People v. Jones, 2020 IL App (1st) 181612-U (IL Ct. App. 1st 2020)

People v. Jones, 2020 IL App (1st) 181612-U (IL Ct. App. 1st 2020)

Appellate Court of Illinois, First District, Fifth Division

October 23, 2020, Order Filed

No. 1-18-1612

2020 IL App (1st) 181612-U | 2020 Ill. App. Unpub. LEXIS 1810

THE PEOPLE OF THE STATE OF ILLINOIS, Plaintiff-Appellee, v. DAVID JONES, Defendant-Appellant.

Judges: PRESIDING JUSTICE DELORT delivered the judgment of the court. Justices Hoffman and Rochford concurred in the judgment.

Opinion by: DELORT



Held: Defendant’s conviction for aggravated battery is affirmed because a rational factfinder could find that the evidence negated the defendant’s self-defense claim.
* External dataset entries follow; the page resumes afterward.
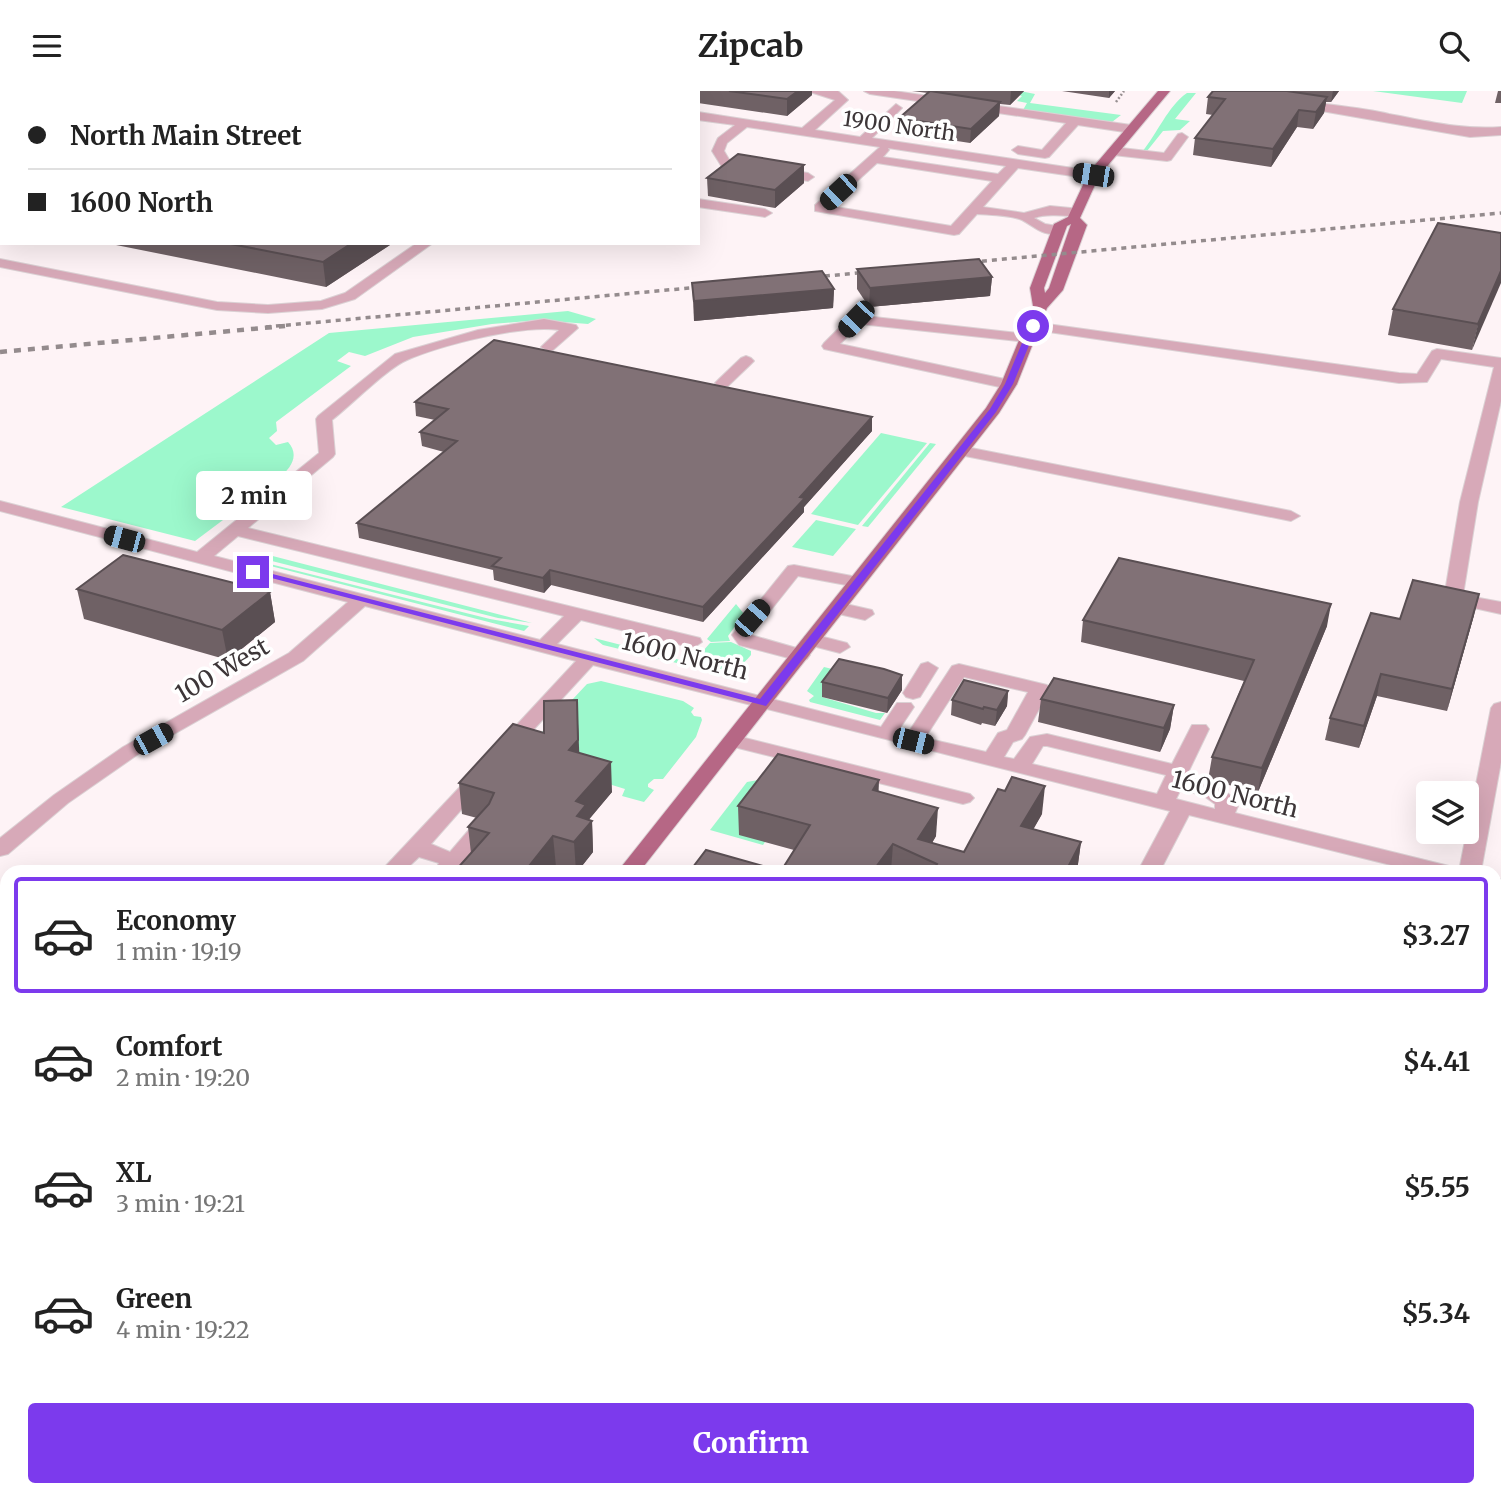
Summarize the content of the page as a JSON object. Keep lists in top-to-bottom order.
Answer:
{
  "streets": {
    "street": ["1900 North", "1600 North", "100 West"]
  },
  "crossings": [
    ["1600 North", "100 West"]
  ],
  "page": {
    "header": "Zipcab",
    "banner": ["North Main Street", "1600 North"],
    "bubble": "2 min",
    "list": [
      {
        "name": "Economy",
        "note": "1 min · 19:19",
        "value": "$3.27"
      },
      {
        "name": "Comfort",
        "note": "2 min · 19:20",
        "value": "$4.41"
      },
      {
        "name": "XL",
        "note": "3 min · 19:21",
        "value": "$5.55"
      },
      {
        "name": "Green",
        "note": "4 min · 19:22",
        "value": "$5.34"
      }
    ],
    "buttons": "Confirm"
  }
}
Following a bench trial, the circuit court found defendant David Jones guilty of one count of aggravated battery with a deadly weapon (720 ILCS 5/12-3.05(f)(1) (West 2016)) and one count of aggravated battery causing great bodily harm (720 ILCS 5/12-3.05(a)(1) (West 2016)). The court merged the latter count into the former, and sentenced defendant to five years’ imprisonment. He appeals, arguing that the State’s evidence was insufficient to demonstrate he did not act in self-defense. We affirm.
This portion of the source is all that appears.